This morning through further research I came across this by Bryan Bende: Apache
NiFi 1.14.0 - Secure by Default (bryanbende.com)
<https://bryanbende.com/development/2021/07/19/apache-nifi-1-14-0-secure-by-default>
It appears that beginning with Apache NiFi 1.14.0, it is possible to have
nifi establish the truststore and keystore if they are not present at
startup. So I tried this, bearing in mind that I am trying to start up
v1.16.3.
My nifi.properties has these parms set in it:
nifi.web.https.host=ec2-52-4-149-72.compute-1.amazonaws.com
nifi.web.https.port=8443
nifi.security.autoreload.enabled=false
nifi.security.autoreload.interval=10 secs
nifi.security.keystore=./conf/keystore.p12
nifi.security.keystoreType=PKCS12
nifi.security.keystorePasswd=
nifi.security.keyPasswd=
nifi.security.truststore=./conf/truststore.p12
nifi.security.truststoreType=PKCS12
nifi.security.truststorePasswd=
nifi.security.user.authorizer=single-user-authorizer
nifi.security.allow.anonymous.authentication=false
nifi.security.user.login.identity.provider=single-user-provider
My authorizers.xml:
<authorizers>
<authorizer>
<identifier>single-user-authorizer</identifier>
<class>org.apache.nifi.authorization.single.user.SingleUserAuthorizer</class>
</authorizer>
</authorizers>
My login-identity-proividers.xml:
<provider>
<identifier>single-user-provider</identifier>
<class>org.apache.nifi.authentication.single.user.SingleUserLoginIdentityProvider</class>
<property name="Username"/>
<property name="Password"/>
</provider>
And even in this minimalist state, startup fails with this entry in the
nifi-app.log:
2022-12-28 13:59:21,744 INFO [main] o.a.n.r.v.FileBasedVariableRegistry
Loaded a total of 90 properties.

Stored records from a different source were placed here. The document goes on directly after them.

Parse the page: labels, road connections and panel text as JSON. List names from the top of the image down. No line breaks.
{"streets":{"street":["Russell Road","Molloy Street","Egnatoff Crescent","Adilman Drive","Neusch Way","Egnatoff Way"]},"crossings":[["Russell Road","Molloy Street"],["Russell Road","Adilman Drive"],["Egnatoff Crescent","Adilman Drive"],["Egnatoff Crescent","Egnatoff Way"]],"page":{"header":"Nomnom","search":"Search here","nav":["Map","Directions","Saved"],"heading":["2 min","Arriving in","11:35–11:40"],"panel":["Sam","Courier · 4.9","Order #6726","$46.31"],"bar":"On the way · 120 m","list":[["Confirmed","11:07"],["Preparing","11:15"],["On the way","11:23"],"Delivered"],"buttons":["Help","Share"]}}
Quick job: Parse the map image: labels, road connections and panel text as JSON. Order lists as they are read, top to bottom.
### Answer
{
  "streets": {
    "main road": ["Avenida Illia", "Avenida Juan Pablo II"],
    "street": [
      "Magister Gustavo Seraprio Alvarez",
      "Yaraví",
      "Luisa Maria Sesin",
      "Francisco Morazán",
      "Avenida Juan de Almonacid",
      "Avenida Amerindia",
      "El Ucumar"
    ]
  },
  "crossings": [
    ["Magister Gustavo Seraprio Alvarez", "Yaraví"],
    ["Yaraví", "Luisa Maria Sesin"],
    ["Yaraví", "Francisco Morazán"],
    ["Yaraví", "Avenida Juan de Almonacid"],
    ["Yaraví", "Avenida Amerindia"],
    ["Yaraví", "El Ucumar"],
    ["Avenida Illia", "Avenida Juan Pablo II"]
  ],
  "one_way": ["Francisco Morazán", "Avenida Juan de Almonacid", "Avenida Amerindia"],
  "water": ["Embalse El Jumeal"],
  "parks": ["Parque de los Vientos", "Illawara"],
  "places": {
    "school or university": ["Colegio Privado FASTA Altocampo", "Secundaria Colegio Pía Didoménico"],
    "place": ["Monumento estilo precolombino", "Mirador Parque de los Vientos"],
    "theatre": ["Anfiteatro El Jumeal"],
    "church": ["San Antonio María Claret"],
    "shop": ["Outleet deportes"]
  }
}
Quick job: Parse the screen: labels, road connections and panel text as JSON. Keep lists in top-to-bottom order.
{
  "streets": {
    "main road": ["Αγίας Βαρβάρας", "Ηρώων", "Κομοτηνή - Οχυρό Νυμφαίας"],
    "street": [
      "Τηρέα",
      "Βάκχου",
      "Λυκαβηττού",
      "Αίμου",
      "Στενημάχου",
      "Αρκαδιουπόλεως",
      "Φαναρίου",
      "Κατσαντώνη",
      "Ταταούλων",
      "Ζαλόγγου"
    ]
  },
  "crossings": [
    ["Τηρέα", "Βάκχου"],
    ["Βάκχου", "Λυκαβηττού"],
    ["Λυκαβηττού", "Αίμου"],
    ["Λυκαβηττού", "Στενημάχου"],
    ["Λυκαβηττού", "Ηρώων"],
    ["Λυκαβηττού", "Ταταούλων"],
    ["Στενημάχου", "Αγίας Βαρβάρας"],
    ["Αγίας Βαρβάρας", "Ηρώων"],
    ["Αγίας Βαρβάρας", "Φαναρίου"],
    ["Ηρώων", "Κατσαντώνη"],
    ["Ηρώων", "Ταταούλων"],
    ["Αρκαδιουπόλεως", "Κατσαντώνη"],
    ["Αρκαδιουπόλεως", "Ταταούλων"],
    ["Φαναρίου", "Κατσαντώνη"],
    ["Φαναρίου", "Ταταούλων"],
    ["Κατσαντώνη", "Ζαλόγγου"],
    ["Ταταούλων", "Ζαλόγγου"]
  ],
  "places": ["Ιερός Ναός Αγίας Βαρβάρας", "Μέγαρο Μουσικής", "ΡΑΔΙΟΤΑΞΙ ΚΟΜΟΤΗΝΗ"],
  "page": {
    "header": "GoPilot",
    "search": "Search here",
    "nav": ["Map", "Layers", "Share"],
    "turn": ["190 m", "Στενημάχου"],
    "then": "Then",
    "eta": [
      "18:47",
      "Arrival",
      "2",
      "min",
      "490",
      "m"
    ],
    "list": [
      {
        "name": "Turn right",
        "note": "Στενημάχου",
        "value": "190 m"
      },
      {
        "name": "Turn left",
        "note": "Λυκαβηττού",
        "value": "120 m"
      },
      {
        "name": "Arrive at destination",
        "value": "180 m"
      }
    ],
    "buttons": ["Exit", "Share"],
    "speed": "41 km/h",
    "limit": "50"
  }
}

Including precedence overrides effective
accessible registry key
size is 90
2022-12-28 13:59:22,117 WARN [main]
o.a.nifi.security.util.SslContextFactory Some truststore properties are
populated (./conf/truststore.p12, null, PKCS12) but not valid
2022-12-28 13:59:22,117 ERROR [main]
o.apache.nifi.controller.FlowController Unable to start the flow controller
because the TLS configuration was invalid: The truststore
properties are not valid
2022-12-28 13:59:22,154 ERROR [main] o.s.web.context.ContextLoader Context
initialization failed
org.springframework.beans.factory.BeanCreationException: Error creating
bean with name
'org.springframework.security.config.annotation.web.configuration.WebSecurityConfig
uration': Initialization of bean failed; nested exception is
org.springframework.beans.factory.UnsatisfiedDependencyException: Error
creating bean with name 'org.apache.n
ifi.web.NiFiWebApiSecurityConfiguration': Unsatisfied dependency expressed
through method 'setJwtAuthenticationProvider' parameter 0; nested exception
is org.springframew
ork.beans.factory.UnsatisfiedDependencyException: Error creating bean with
name
'org.apache.nifi.web.security.configuration.JwtAuthenticationSecurityConfiguration':
Unsat
isfied dependency expressed through constructor parameter 3; nested
exception is org.springframework.beans.factory.BeanCreationException: Error
creating bean with name 'f
lowController': FactoryBean threw exception on object creation; nested
exception is java.lang.IllegalStateException: Flow controller TLS
configuration is invalid
Bryan, if you see this can you please comment?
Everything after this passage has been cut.